Task description:
Reproduce the data below line by line, from its first line to the line with "--surface:#23202e; --page:#2f2d3a; --text:#f1f3f6;", both included, and nothing past that point.

Given data:

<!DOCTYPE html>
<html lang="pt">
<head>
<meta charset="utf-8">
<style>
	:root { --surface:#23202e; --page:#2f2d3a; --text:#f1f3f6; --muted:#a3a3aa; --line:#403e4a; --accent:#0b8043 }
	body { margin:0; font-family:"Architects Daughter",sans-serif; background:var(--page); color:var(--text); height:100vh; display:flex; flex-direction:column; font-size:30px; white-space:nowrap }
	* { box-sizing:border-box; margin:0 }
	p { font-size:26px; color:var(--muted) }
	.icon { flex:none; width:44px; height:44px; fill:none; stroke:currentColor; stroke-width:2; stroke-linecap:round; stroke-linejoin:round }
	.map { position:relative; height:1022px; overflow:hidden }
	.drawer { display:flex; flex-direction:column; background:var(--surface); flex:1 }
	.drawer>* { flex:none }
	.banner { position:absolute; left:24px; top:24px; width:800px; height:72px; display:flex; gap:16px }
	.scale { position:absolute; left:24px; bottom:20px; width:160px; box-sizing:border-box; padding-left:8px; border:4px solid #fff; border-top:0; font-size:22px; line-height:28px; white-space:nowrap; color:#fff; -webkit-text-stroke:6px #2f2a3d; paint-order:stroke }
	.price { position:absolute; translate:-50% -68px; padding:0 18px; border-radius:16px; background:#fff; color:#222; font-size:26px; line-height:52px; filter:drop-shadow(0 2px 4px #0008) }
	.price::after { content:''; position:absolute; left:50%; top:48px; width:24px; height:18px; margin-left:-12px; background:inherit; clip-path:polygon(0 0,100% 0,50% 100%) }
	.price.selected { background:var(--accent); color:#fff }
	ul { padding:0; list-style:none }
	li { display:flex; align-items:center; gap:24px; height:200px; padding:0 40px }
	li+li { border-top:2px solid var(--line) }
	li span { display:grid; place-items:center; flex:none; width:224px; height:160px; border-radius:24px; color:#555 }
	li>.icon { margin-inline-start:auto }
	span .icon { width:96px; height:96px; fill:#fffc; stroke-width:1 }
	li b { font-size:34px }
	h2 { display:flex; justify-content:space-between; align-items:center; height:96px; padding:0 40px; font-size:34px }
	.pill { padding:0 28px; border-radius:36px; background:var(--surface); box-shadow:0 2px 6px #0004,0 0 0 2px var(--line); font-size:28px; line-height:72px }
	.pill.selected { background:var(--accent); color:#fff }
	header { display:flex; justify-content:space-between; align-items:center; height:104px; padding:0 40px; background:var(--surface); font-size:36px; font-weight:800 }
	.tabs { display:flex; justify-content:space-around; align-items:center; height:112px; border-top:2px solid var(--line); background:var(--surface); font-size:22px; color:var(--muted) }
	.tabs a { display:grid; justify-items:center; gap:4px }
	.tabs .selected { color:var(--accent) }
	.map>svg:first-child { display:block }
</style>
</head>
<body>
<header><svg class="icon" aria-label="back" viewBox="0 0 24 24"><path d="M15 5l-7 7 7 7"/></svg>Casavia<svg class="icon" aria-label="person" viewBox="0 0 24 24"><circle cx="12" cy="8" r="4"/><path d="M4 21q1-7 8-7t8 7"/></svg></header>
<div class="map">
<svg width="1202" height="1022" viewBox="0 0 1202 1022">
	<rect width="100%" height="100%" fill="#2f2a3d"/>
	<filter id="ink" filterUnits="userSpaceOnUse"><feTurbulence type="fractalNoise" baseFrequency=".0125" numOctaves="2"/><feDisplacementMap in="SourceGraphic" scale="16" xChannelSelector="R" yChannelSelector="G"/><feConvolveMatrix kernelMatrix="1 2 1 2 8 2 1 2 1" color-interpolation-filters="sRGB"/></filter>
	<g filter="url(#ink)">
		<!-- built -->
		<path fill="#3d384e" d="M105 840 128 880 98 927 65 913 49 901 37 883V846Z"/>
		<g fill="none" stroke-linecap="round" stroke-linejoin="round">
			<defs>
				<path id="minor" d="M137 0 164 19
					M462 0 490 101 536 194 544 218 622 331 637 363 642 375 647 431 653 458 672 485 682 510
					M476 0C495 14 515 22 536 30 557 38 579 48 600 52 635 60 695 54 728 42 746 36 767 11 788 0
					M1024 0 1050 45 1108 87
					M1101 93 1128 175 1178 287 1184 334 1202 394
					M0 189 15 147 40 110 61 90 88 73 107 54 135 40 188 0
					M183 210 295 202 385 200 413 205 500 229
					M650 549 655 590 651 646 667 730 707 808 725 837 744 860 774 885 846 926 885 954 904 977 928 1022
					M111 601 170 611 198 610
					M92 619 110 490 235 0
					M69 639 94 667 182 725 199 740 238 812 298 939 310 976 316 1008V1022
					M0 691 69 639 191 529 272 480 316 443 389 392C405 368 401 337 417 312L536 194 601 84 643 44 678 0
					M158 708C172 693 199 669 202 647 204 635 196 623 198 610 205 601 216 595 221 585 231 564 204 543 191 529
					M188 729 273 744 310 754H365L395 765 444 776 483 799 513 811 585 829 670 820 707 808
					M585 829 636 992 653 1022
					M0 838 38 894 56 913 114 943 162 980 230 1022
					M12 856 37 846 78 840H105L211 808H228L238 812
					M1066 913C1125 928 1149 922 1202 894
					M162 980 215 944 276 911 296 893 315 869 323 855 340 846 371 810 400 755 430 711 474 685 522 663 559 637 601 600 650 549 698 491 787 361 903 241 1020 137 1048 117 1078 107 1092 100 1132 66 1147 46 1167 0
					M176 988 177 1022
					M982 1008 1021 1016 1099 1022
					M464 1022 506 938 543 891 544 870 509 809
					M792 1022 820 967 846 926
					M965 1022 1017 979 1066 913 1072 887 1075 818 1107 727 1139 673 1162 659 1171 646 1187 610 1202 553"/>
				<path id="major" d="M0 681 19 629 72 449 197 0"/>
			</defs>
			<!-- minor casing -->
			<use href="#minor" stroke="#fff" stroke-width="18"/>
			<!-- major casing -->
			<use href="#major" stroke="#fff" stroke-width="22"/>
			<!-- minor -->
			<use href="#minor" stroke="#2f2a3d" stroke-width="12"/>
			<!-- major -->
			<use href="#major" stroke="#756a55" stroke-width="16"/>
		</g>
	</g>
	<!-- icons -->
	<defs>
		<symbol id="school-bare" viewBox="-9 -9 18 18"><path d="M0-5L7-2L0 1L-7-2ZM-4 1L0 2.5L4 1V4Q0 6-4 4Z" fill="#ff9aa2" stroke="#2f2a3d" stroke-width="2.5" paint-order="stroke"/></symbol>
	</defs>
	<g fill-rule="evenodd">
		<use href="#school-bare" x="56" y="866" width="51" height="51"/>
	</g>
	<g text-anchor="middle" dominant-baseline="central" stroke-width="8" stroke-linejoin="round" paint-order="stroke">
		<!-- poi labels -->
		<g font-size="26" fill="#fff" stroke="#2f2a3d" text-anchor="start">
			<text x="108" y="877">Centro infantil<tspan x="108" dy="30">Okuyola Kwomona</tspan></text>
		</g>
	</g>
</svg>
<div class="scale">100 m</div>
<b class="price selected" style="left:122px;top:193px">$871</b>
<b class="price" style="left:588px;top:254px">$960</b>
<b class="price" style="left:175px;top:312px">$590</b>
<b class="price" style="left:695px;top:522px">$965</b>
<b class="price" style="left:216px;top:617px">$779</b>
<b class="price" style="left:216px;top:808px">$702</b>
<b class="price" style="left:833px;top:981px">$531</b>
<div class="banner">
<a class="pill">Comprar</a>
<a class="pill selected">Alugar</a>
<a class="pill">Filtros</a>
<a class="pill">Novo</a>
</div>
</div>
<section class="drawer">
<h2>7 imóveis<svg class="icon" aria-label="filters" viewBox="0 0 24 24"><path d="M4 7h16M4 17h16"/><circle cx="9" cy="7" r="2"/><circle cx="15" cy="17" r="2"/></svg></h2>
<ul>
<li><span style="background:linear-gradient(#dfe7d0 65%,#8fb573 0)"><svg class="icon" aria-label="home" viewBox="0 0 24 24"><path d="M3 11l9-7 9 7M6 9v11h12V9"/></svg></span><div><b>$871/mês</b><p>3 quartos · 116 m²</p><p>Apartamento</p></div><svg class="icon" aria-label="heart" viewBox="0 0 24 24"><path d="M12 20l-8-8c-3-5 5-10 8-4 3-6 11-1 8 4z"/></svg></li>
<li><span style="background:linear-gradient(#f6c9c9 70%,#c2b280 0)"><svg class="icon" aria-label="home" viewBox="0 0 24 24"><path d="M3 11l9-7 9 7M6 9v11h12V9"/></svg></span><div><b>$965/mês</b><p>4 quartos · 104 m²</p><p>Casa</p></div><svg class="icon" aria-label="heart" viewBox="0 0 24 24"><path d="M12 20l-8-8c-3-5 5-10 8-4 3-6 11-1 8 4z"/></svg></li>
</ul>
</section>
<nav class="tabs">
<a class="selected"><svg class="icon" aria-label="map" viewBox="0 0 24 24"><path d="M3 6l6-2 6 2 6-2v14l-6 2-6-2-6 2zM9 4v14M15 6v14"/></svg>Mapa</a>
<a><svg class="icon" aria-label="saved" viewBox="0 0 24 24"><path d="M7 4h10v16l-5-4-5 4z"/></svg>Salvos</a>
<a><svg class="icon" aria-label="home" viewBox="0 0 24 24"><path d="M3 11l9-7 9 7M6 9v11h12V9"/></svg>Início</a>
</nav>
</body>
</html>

Task result:
<!DOCTYPE html>
<html lang="pt">
<head>
<meta charset="utf-8">
<style>
	:root { --surface:#23202e; --page:#2f2d3a; --text:#f1f3f6; --muted:#a3a3aa; --line:#403e4a; --accent:#0b8043 }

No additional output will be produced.